Lorimer told SPACE.com of the 5-millisecond blip on the cosmic radar
screen. "If we really go after these things, we expect to find out that a
couple hundred of them occur each day."
The
discovery is detailed in the Sept. 27 issue of the online journal Science
Express.
Blast
from beyond
The
previously undetected radio burst was found in data from a 2001 radio survey of
the Small Magellanic Cloud, a nearby dwarf galaxy. Based on its location,
however, Lorimer said the burst almost certainly did not come from the galaxy.
Lorimer
said the emission's offset location and wide dispersion made it
"completely inconsistent" with that of a nearby object, whether in
our own galaxy or the Small Magellanic Cloud.
Astronomers
originally created the 480-hour-long observation over 20 days to look for repetitive radio
emissions from pulsars, which are thought to be fast-rotating
neutron stars, but the event remained hidden in the data because no one had
set out to find single bursts.
"We've
looked at it for about 90 hours, and it definitely seems to be a singular event,"
he said.
Blip on
the screen
Lorimer
cautioned that it's impossible to say for certain what the radio burst might
indicate at this point, as it is the only one that has been detected so far.
"We're
keeping very open minds about this thing," Lorimer said, adding that their
uncertainty stems from the inability to pinpoint it to a galaxy or other
celestial object that could reveal some clues to its identity. "We're
putting a lot of effort into poring through other radio data to find more of
these things."
So far, the
search has left the researchers empty-handed, but it may be an issue of
sensitivity. Lorimer emphasized that the records are several years old and few
radio observatories have the sensitivity to detect such short bursts.
"Based on the area we looked at, we
think this type of burst may occur at a rate of a couple hundred each
day," Lorimer said.
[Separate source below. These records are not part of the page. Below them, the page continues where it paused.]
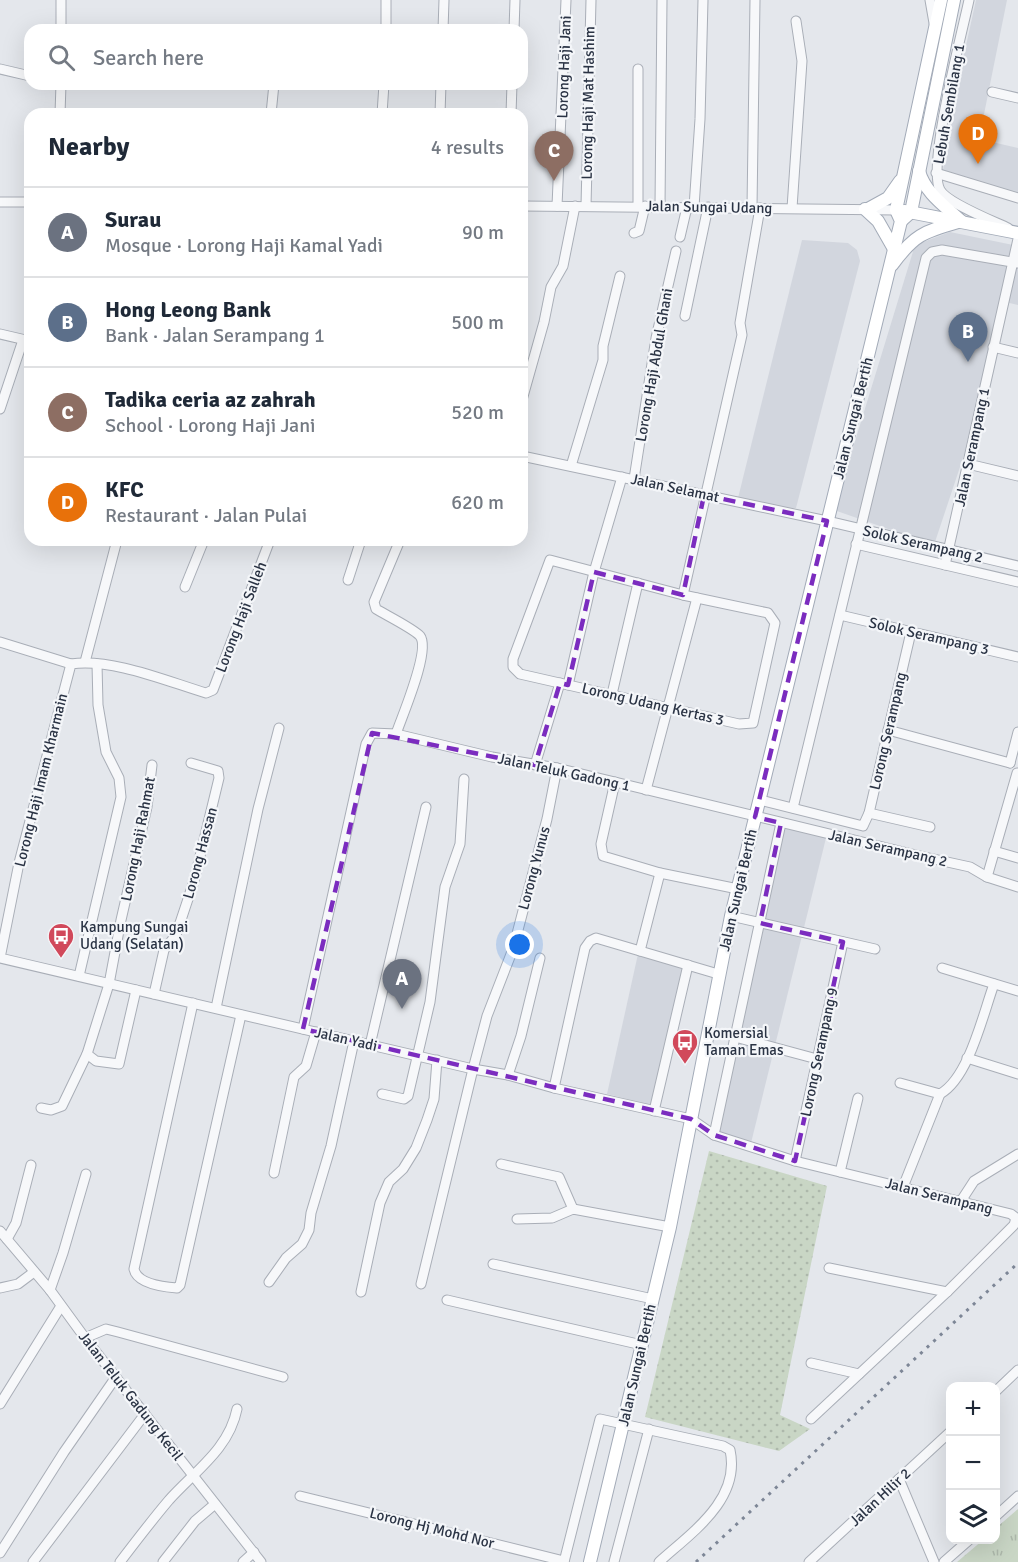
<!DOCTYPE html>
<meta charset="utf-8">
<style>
:root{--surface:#fff;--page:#f6f6f7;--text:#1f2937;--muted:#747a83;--line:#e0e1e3;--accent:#b45309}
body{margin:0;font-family:Signika,sans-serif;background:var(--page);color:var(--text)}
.controls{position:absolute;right:18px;bottom:18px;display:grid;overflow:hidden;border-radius:12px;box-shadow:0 6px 24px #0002}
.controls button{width:54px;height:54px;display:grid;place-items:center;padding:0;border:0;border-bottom:2px solid var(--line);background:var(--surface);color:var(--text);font:30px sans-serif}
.you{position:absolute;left:520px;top:945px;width:21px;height:21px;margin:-15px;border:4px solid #fff;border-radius:50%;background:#1a73e8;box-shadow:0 0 0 9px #1a73e833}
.badge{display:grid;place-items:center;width:39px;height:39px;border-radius:50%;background:var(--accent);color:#fff;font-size:20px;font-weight:700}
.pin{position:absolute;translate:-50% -50px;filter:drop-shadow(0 2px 3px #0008)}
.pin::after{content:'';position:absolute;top:32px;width:21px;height:18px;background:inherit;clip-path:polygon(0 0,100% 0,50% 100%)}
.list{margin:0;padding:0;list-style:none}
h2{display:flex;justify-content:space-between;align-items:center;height:78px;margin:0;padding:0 24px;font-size:26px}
h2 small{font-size:20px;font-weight:400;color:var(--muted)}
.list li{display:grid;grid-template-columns:39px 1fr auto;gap:18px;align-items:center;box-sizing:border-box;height:90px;padding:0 24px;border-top:2px solid var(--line)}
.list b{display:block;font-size:22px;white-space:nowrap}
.list p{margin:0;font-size:20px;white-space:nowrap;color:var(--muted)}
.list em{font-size:20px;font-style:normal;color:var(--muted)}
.icon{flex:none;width:33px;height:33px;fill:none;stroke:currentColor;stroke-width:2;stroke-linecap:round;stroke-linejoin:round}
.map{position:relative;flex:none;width:1018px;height:1562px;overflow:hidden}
.search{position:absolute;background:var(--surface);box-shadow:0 6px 24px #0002;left:24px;top:24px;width:504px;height:66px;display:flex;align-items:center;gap:15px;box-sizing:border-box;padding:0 21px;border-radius:18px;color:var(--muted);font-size:22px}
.panel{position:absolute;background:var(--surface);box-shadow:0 6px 24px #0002;left:24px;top:108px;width:504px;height:438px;border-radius:18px}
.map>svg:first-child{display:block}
</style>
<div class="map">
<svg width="1018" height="1562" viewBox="0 0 1018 1562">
<defs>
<pattern id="grass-dots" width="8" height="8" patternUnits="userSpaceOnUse" patternTransform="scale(1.5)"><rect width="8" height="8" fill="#c9d6c5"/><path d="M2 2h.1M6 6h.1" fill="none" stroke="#adb8ab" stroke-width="1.8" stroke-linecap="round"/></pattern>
<pattern id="park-tufts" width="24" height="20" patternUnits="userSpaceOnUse" patternTransform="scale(1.5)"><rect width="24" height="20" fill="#c9d6c5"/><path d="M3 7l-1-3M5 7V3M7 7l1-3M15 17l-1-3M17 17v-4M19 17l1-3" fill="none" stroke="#adb8ab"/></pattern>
</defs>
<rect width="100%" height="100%" fill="#e4e7ec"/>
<g fill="#d2d6de">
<polygon points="976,0 1007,0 979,139 1018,148 1018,194 943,171 949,123"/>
<polygon points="950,232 1018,246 1018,305 1001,301 973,428 934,545 834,510 915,245"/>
<polygon points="802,240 848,243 857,250 860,261 796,508 790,509 738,498"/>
<polygon points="784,828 826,838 751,1143 718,1133"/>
<polygon points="638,954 683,967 651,1105 607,1094"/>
</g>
<polygon fill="url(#grass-dots)" points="709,1151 827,1186 780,1415 810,1429 779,1451 645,1417"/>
<polygon fill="url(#park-tufts)" points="1018,1509 1018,1562 957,1562 983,1540 996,1540 996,1528"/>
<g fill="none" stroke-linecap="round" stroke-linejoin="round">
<g stroke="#a9aeb7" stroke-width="11">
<g id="minor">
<polyline points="386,0 386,30"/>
<polyline points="930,0 934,23"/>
<path d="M969 0C962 33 927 166 940 190 947 203 993 221 1008 228"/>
<polyline points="61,30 61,0"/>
<polyline points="443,30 444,0"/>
<polyline points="514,30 515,0"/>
<polyline points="0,69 30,76"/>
<polyline points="638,69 638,206"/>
<polyline points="992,92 1018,98"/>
<polyline points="60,114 61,84"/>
<polyline points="271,114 274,84"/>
<polyline points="382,114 384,84"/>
<polyline points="440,114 441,84"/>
<polyline points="511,114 512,84"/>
<polyline points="936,173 1018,198"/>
<polyline points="0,202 30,202"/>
<polyline points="522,206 896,210"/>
<polyline points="557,206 566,0"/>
<polyline points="586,206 591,0"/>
<polyline points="660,206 662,0"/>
<polyline points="694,207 700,119 703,0"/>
<polyline points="752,207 755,0"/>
<polyline points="792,208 802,61 796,21"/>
<polyline points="634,233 639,231 645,206"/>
<polyline points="680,237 687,207"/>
<polyline points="685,316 708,207"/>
<polyline points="0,334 30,341"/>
<polyline points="993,347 1018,353"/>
<polyline points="522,400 544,322 551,287 563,266 575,206"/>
<polyline points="0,409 23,340"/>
<polyline points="522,456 827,521 1018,566"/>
<polyline points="968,464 1018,476"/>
<polyline points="571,466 603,360 603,346 620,276"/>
<polyline points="634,479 656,338 676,251"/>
<path d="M270 540 213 690 206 693C166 681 112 658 71 664L19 863 0 958 473 1069 508 1075 554 1088 691 1119 714 1135 795 1161 1011 1214 1016 1218 1014 1225 947 1292 811 1419"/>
<polyline points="856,544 1018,582"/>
<polygon points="550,560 683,595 768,613 775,623 753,723 739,724 520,674 513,667 513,659"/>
<polyline points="945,565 1018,239"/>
<polyline points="348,580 361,540"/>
<polyline points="185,587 204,540"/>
<polyline points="683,595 742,335 740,323 760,208"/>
<polyline points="840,615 1018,657"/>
<polyline points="0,642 71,664"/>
<polyline points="85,662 117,540"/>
<polyline points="568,685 594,572 622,477"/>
<polyline points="612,694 638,583"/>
<polyline points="888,730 1010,763"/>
<path d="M396 734C402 716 431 650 420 636 414 629 386 615 376 609L374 602 400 540"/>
<polyline points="1010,763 1018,732"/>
<polyline points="535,765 560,683"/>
<polyline points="615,782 601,844 603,856 660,873 738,889"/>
<polyline points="646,790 697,598"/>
<polyline points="760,800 863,826 869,813 911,632"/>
<polyline points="793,808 926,258 932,252 942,250 1018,263"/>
<polyline points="869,813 930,827"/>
<polyline points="994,851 1018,858"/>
<polyline points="987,877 1017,773"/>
<polyline points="731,916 875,949"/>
<polyline points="640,951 660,873"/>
<polyline points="942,968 1018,991"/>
<polyline points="79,976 121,797 119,778 106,752 98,705 97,664"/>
<polyline points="136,990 119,1064 96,1061 87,1054 109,984 121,920 147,807 152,765"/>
<polyline points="154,994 164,950 176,935 194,881 219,778 218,771 191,763"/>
<path d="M193 1003 134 1269C137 1284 164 1287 177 1288L180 1285 241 1015"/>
<polyline points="216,1008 258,809 279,728"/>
<polyline points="303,1029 366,744 372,733 396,734 492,757 557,768 920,856 970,867 987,877 1018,887"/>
<polyline points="735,1037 817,1059"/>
<polyline points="370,1045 426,807"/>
<polyline points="967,1058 1018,1074"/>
<polyline points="508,1075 521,1036 540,958"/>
<polyline points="900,1083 940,1094"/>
<polyline points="554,1088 585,948 590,941 596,938 718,974"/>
<polyline points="382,1094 404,1099 408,1096 430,1002 445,887 460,844 464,779"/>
<polyline points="41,1108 51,1110 62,1106 87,1054"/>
<polyline points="654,1111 688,965"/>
<polyline points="714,1135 781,823"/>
<polyline points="795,1161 843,942"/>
<polyline points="501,1164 559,1177 573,1209"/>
<polyline points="840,1172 858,1098"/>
<polyline points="274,1173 294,1077 306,1066 316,1032"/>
<path d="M903 1187 940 1094C969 1078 983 1014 994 984"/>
<polyline points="961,1201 974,1181 1018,1154"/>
<polyline points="517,1219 552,1218 573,1209 670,1227"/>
<polyline points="0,1231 50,1290 85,1338 261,1562"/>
<polyline points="7,1239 16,1223 31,1165"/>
<polyline points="493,1264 653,1299"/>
<polyline points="829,1268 947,1292"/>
<polyline points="269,1282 286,1258 302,1244 309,1230 311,1213 331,1146 354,1041"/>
<polyline points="421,1284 473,1069 487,1016 513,949 547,819 557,768"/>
<polyline points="0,1288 18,1284 34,1272"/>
<polyline points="50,1290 63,1253 86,1174"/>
<polyline points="361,1292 380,1203 389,1182 403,1169 416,1148 427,1120 434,1099 437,1060"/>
<polyline points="447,1300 642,1345"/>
<polyline points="85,1338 106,1329 118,1332 283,1377"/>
<polyline points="811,1363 859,1374"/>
<polyline points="996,1391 1018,1370"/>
<polyline points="0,1404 61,1306"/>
<polyline points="899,1479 934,1562"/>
<polyline points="300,1496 564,1561"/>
<polyline points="996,1516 1018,1496"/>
<polyline points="0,1553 64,1452 116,1377"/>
<polyline points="33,1562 145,1414"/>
<path d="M120 1562C136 1541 152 1520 169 1500 195 1471 229 1449 237 1409"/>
<polyline points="163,1562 195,1521 215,1504"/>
<polyline points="243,1562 254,1552"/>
<path d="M564 1562 600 1419 723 1446 730 1450C741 1500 691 1533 659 1562"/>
<polyline points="614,1562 649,1429"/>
<polyline points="809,1562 950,1432"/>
<polyline points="944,1562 969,1540"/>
</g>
</g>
<g stroke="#a3abb8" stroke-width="14">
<g id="major">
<path d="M919 171C925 193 945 206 961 221"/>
<polyline points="865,209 878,221 894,249"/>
<polyline points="868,209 888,198 900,181"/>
<polyline points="904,211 1018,233"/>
<polyline points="901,221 911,212 954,0"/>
<path d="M892 265C914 235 923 232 958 222"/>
<polyline points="590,1562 670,1227 731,916 901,221 896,210 941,0"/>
</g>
</g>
<use href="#minor" stroke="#f7f8fa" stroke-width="9"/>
<use href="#major" stroke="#fff" stroke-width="12"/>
<polyline stroke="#7d8696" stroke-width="3" stroke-dasharray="3 6" stroke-linecap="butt" points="696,1562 1018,1263"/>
</g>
<path fill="none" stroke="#7b2cbf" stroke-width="4.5" stroke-dasharray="12 8" stroke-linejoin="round" d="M704 495 827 521 755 817 781 823 760 923 843 942 795 1161 714 1135 691 1119 303 1029 372 733 535 765 560 683 568 685 594 572 683 595Z"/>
<defs>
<g id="bus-pin" transform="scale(1.35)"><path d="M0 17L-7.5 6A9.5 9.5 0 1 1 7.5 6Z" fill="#d1495b" stroke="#f4f6f9"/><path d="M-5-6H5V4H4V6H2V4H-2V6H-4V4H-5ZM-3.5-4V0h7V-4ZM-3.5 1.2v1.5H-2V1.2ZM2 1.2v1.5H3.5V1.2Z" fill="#fff"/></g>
</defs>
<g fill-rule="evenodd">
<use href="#bus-pin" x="61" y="936"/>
<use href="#bus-pin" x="685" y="1042"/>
</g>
<g text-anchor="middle" stroke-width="4.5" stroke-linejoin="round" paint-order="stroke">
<g font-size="15" fill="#2b3445" stroke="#f4f6f9">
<text transform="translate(564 67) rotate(-88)" y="5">Lorong Haji Jani</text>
<text transform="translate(588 103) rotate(-89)" y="5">Lorong Haji Mat Hashim</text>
<text transform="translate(949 104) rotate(-80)" y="5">Lebuh Sembilang 1</text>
<text transform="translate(709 207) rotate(1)" y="5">Jalan Sungai Udang</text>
<text transform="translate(654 365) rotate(-80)" y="5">Lorong Haji Abdul Ghani</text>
<text transform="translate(853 418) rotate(-76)" y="5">Jalan Sungai Bertih</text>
<text transform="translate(972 447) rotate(-78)" y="5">Jalan Serampang 1</text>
<text transform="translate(675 488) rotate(12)" y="5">Jalan Selamat</text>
<text transform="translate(923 544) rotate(13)" y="5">Solok Serampang 2</text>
<text transform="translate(241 617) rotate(-69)" y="5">Lorong Haji Salleh</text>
<text transform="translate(929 636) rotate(13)" y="5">Solok Serampang 3</text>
<text transform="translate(653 704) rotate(13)" y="5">Lorong Udang Kertas 3</text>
<text transform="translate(888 731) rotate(-77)" y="5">Lorong Serampang</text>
<text transform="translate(564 772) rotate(12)" y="5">Jalan Teluk Gadong 1</text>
<text transform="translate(41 780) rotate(-76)" y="5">Lorong Haji Imam Kharmain</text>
<text transform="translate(138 839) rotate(-79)" y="5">Lorong Haji Rahmat</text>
<text transform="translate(888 848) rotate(13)" y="5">Jalan Serampang 2</text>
<text transform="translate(200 853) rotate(-75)" y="5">Lorong Hassan</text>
<text transform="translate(534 868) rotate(-75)" y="5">Lorong Yunus</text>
<text transform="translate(738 890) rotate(-77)" y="5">Jalan Sungai Bertih</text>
<text transform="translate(346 1039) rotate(13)" y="5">Jalan Yadi</text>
<text transform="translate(819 1052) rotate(-78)" y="5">Lorong Serampang 9</text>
<text transform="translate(939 1196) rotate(14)" y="5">Jalan Serampang</text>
<text transform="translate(637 1365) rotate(-77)" y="5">Jalan Sungai Bertih</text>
<text transform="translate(131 1396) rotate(52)" y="5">Jalan Teluk Gadung Kecil</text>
<text transform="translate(880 1497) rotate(-43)" y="5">Jalan Hilir 2</text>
<text transform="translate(432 1528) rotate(14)" y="5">Lorong Hj Mohd Nor</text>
</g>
<g font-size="15" fill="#2b3445" stroke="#f4f6f9" text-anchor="start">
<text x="80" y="932">Kampung Sungai<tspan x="80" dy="17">Udang (Selatan)</tspan></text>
<text x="704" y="1038">Komersial<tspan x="704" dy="17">Taman Emas</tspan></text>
</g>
</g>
</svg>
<div class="controls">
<button>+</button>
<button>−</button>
<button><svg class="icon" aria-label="layers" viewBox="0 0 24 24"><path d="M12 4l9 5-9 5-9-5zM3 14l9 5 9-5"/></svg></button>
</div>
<div class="you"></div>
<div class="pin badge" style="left:402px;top:1009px;background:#6b7280">A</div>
<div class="pin badge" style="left:968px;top:362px;background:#5c6f8a">B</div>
<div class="pin badge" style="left:554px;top:181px;background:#8d6e63">C</div>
<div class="pin badge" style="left:978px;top:164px;background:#e8710a">D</div>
<div class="search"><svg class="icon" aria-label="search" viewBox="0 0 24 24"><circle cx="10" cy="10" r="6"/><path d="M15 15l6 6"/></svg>Search here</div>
<section class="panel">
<h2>Nearby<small>4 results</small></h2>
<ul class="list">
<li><span class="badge" style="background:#6b7280">A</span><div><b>Surau</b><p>Mosque · Lorong Haji Kamal Yadi</p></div><em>90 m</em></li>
<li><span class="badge" style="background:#5c6f8a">B</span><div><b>Hong Leong Bank</b><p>Bank · Jalan Serampang 1</p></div><em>500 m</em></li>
<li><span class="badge" style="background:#8d6e63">C</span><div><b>Tadika ceria az zahrah</b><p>School · Lorong Haji Jani</p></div><em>520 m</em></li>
<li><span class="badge" style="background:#e8710a">D</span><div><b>KFC</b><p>Restaurant · Jalan Pulai</p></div><em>620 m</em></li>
</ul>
</section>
</div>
He thinks that whole-sky surveys using next-generation
radio observatories would be needed to detect most of them.
Leg-up
for LIGO?
If the
bursts are as frequent as Lorimer's team thinks, and they indicate the death of
black holes or two super-dense neutron stars violently smacking together, a
step toward closure of the universe's great mystery
of gravity may soon come.
The
dramatic cosmic events are predicted to let loose gravity waves that Einstein's
theory of relativity predicts, but the phenomenon has never been directly
observed. LIGO—the Laser Interferometer Gravitational Wave Observatory based in
both Louisiana and Washington state—has been searching for such waves since it
went online in 2002.
Lorimer
thinks the singular radio bursts could give gravitational wave researchers some
help filtering LIGO data, which contains noise from Earth-based activities such
as logging and highway traffic.
"This
finding is definitely something LIGO will be interested in," said Xavier
Siemens, a gravitational theorist at the University of Wisconsin Milwaukee and
LIGO who was not involved in Lorimer's study. He said the burst occurred about
one year before the observatory began its scientific observations, so
researchers can't look for it in old data.
"It's
an exciting result, and if they eventually find that the bursts occur at rates
as high as they expect, then it's even more exciting to us," Siemens said,
"because we should be able to measure them at LIGO."